現在日本の社長と中国の社長の関係が悪くなっています。これは3年くらい前のことなのですが、日本の会社からある仕事が来ました。仕事内容はここでは書きませんが、その仕事を日本の会社が300万円で請け負ったとします。中国の合弁会社は50%ずつの出資ですから利益も50%になるはずです。しかし日本の社長は300万円の半分、つまり150万円を中国の会社に振り込んだだけだったようです。

何が問題なのかというと中国側の企業はその仕事にかかる材料費、人件費、外注費、電気代などを支払うと赤字になってしまうのです。日本の会社は仕事を受けただけで何もしていません。それからというもの中国側の社長は日本の社長と連絡を取らなくなってしまいました。

それ以外でも中国側の社長がお金に関してかなり汚く、工場にある大型機械の購入費を支払わなかったりしていたようですが、私から見ればどっちもどっちという感じですね。

中国側から給料が支払われなくなった

日本の会社と中国の会社の関係が悪くなりしばらくして私が中国で受け取る給料が支払われなくなりました。中国の社長に「支払ってください」と言うと、「日本の社長が支払うべきだ」と言われ、日本の社長に言うと「中国側が支払うことになっている」と言われます。

正直言って私はどちらの企業が支払うとかはどうでもいいことです。きちんと毎月支払ってもらえればいいんです(かなり少ないですが)。中国で設立した合弁会社は日本の社長が法定代表人になっています。つまりこの会社のトップは日本の社長なわけです。ですから私は中国の社長に給料の話をすることをやめました。会社の全ての責任は最終的に日本の社長が受け持つことになっているわけですからまた毎月のように日本の社長に給料が支払われてないことを報告しています。しかし返事があることはほとんどありません。半年に一度くらい連絡があり「明日日本の口座に30万円を振り込む」とかいう連絡があるだけです。

中国で給料を受け取れないと私は生活ができません。日本のクレジットカードでキャッシングをして限度額に達した頃に日本の口座に振り込まれたお金をクレジット会社に入金するということを繰り返しています。
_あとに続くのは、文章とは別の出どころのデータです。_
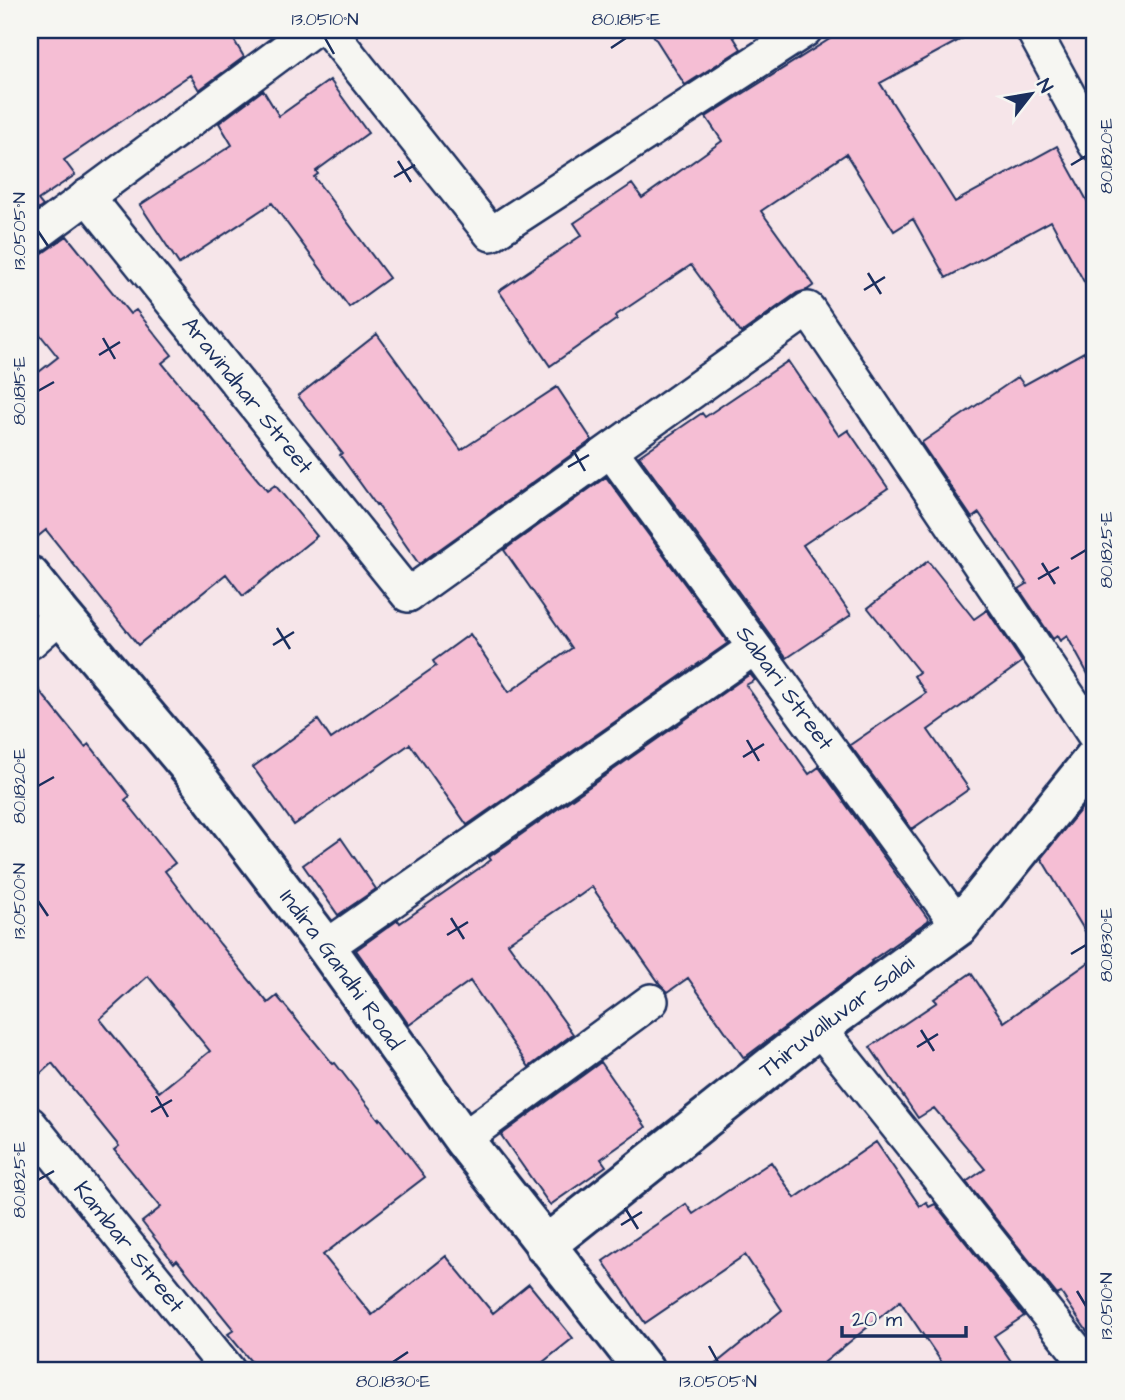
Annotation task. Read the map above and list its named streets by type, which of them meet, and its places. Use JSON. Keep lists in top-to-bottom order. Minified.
{"streets":{"street":["Aravindhar Street","Sabari Street","Indira Gandhi Road","Thiruvalluvar Salai","Kambar Street"]},"crossings":[["Aravindhar Street","Sabari Street"],["Sabari Street","Thiruvalluvar Salai"],["Indira Gandhi Road","Thiruvalluvar Salai"]],"scale_bar":"20 m","north":"top right","coordinates":["13.0510°N","80.1815°E","80.1820°E","13.0505°N","80.1825°E","13.0500°N","80.1830°E"]}
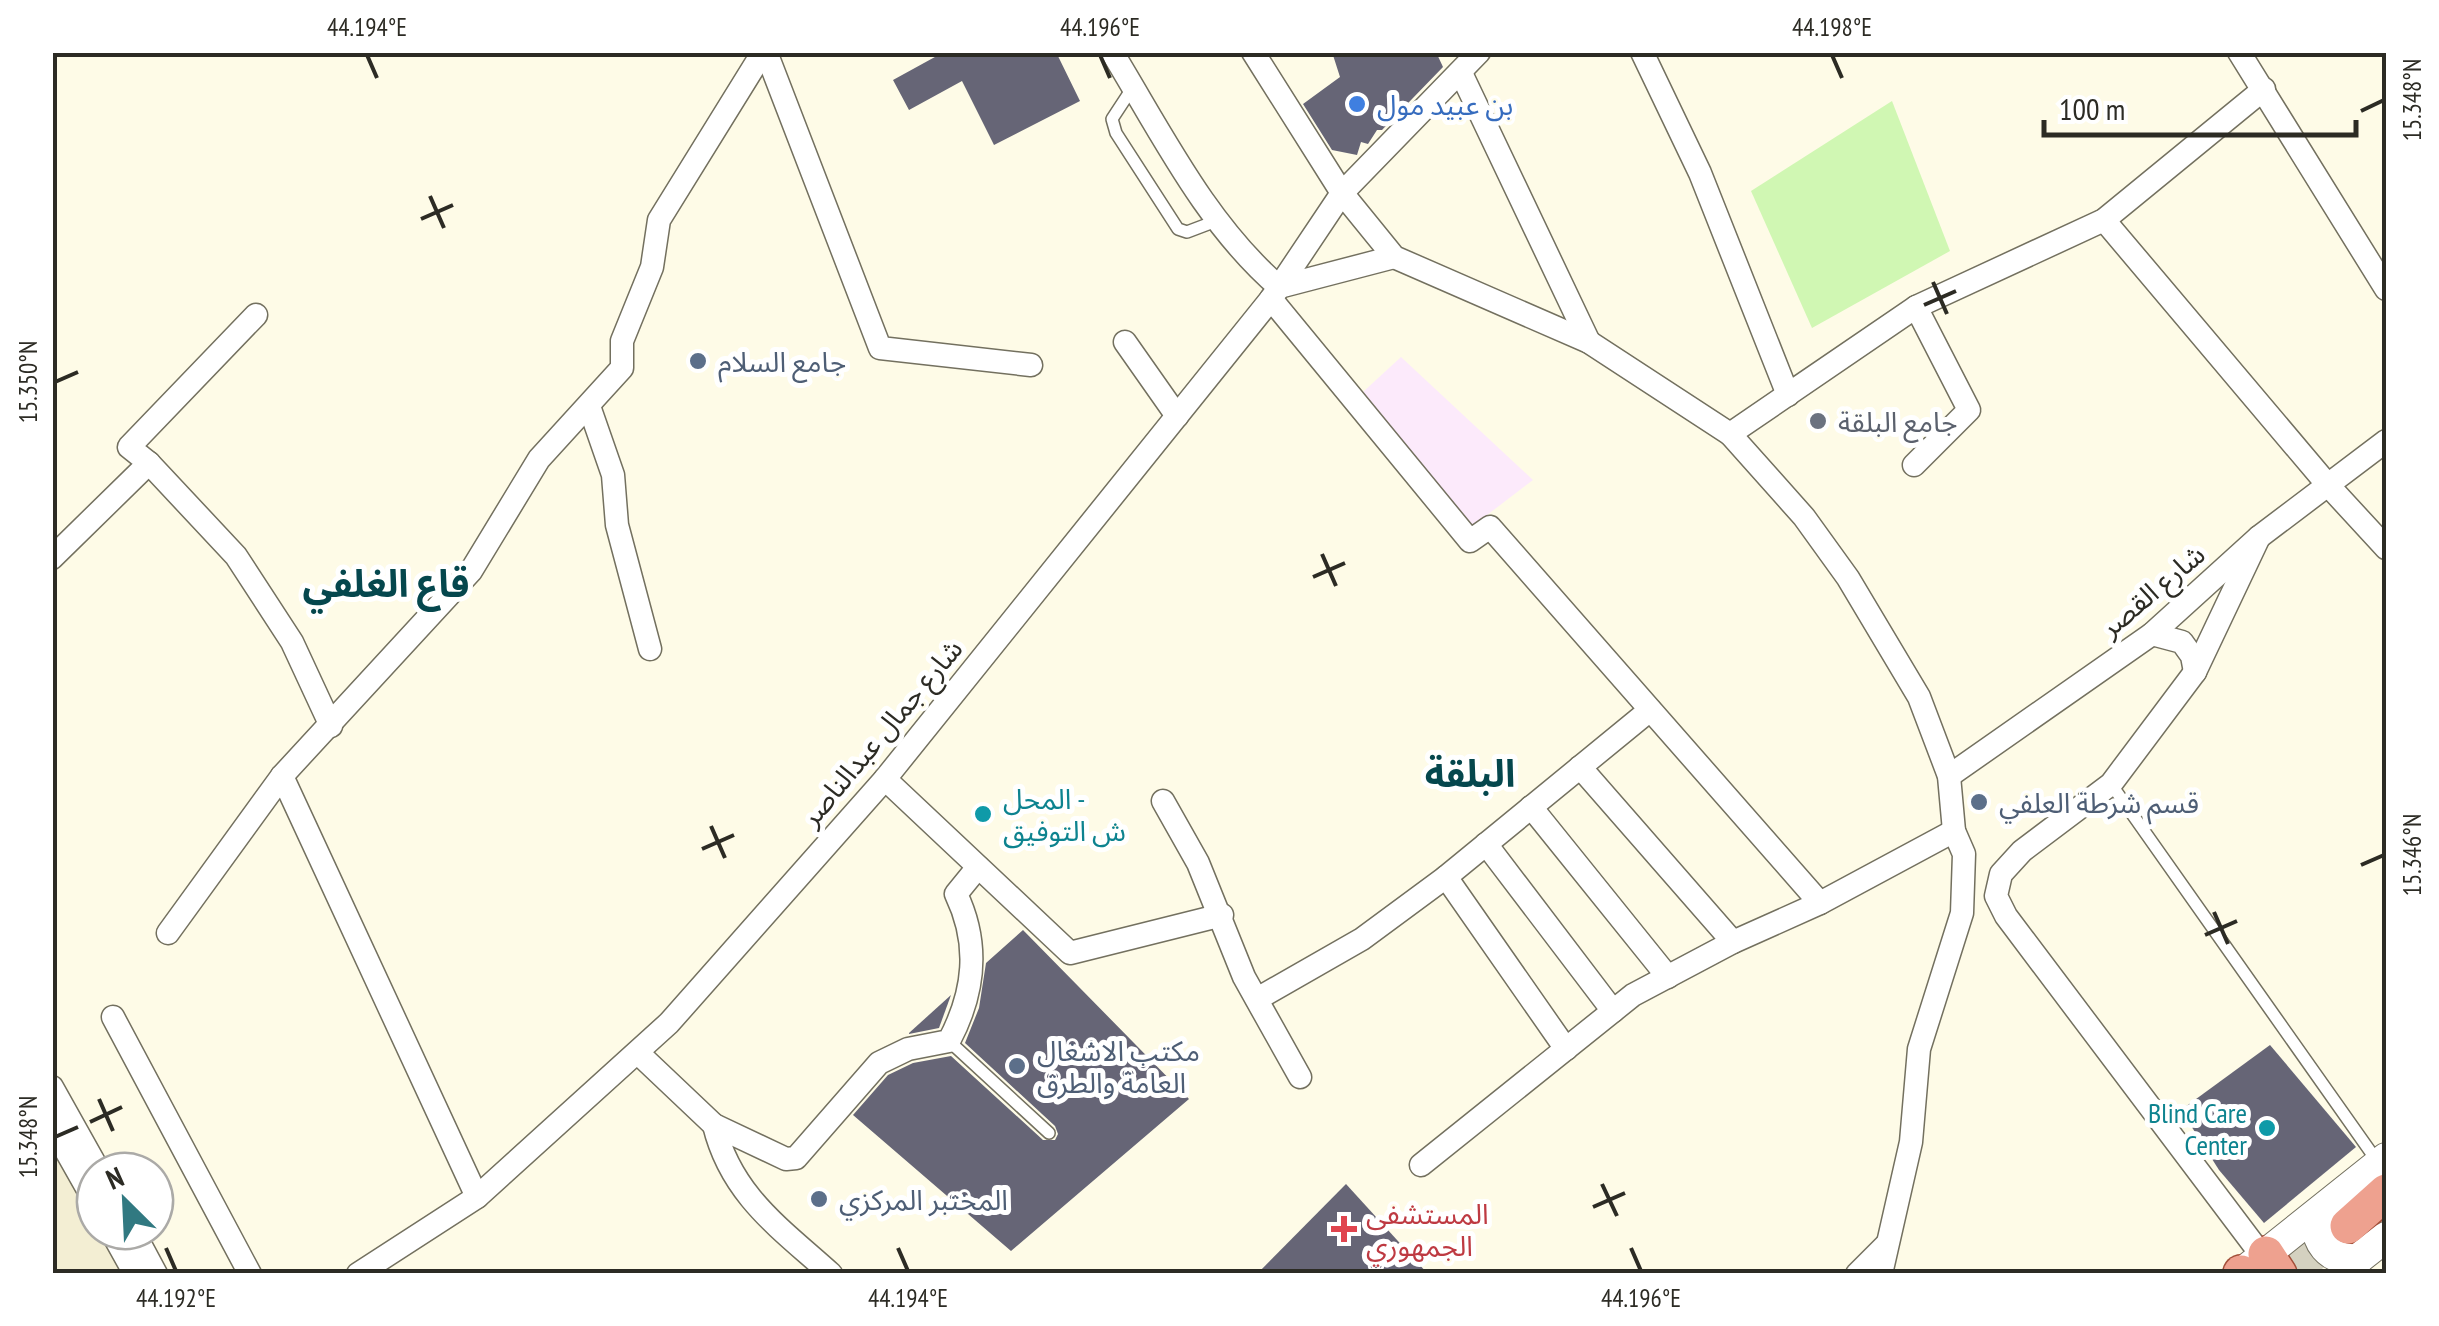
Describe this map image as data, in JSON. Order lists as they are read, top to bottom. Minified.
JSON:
{"streets":{"street":["شارع القصر","شارع جمال عبدالناصر"]},"districts":["قاع الغلفي","البلقة"],"places":{"other":["بن عبيد مول","جامع السلام","جامع البلقة","قسم شرطة العلفي","المحل - ش التوفيق","مكتب الاشغال العامة والطرق","Blind Care Center","المختبر المركزي"],"health":["المستشفى الجمهوري"]},"scale_bar":"100 m","north":"top left","coordinates":["44.194°E","44.196°E","44.198°E","15.348°N","15.350°N","15.346°N","44.192°E"]}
しかし上でも書いたように私の給料はかなり低いです。とてもまともに生活できる額ではありません。本当にお金がない時はご飯に塩を振って食べている時もあります。なぜ会社の命令で中国へ来てこんな目にあわなければならないのかと悩んだ時期もあります。というか今でも悩んでいます。

なぜ日本に帰らないのか

ここまで読んでくれたみなさんは「どうして日本に帰らないのか」という疑問があると思います。私が日本に帰らない理由の一つにお金の問題があります。私が中国に来る際、日本で生活していたアパートは引きはらっています。ですからまた日本で生活するには新しくアパートを契約しなければなりません。もちろんそんなお金はありません。アパートを引払う時に家具や家電などを処分する必要がありました。合計で30万円ほどかかったのですが会社は1円も出してくれませんでした。それに一時帰国費用も会社は負担してくれませんから日本に帰るお金もありません。事実4年間日本には帰ってません。

実家は?と思った人もいるかと思いますが私には実家というものがありません。父親がいるのですが狭いワンルームマンションで一人で生活しています。とても父親のお世話になるわけにはいきません。
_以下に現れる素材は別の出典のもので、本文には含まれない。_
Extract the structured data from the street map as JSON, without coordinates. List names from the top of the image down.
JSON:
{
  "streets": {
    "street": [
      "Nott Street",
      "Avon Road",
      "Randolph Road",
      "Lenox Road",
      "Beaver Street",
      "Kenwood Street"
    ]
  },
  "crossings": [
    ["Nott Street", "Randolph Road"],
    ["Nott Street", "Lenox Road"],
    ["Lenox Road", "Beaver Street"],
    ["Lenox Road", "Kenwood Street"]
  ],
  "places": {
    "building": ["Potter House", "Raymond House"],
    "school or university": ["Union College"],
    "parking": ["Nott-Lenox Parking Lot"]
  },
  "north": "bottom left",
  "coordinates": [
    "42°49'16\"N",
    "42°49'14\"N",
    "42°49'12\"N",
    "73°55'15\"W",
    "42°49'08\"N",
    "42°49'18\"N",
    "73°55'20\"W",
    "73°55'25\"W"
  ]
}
それに会社から日本に戻れという辞令があったわけではありませんので、私個人の考えで日本に戻っても会社は受け入れてくれないでしょう。私も40代半ばになり再就職も難しい状況です。いつかは給料を支払ってもらえると信じてここに居続けるしかないのです。

まとめ

日本ではブラック企業で働いている人に対して「労働基準監督署に報告してください」とか「弁護士に相談を」とかいいますよね。しかし私の場合は中国にある企業に在職しています。ですから日本の法律の範囲外なのです。

ネットでいろいろと検索しましたが法律に関しての海外派遣者に対する相談窓口は見つかりませんでした。どなたかご存知の方がいたらぜひ教えていただきたいと思っています。

最後まで読んでいただきありがとうございました。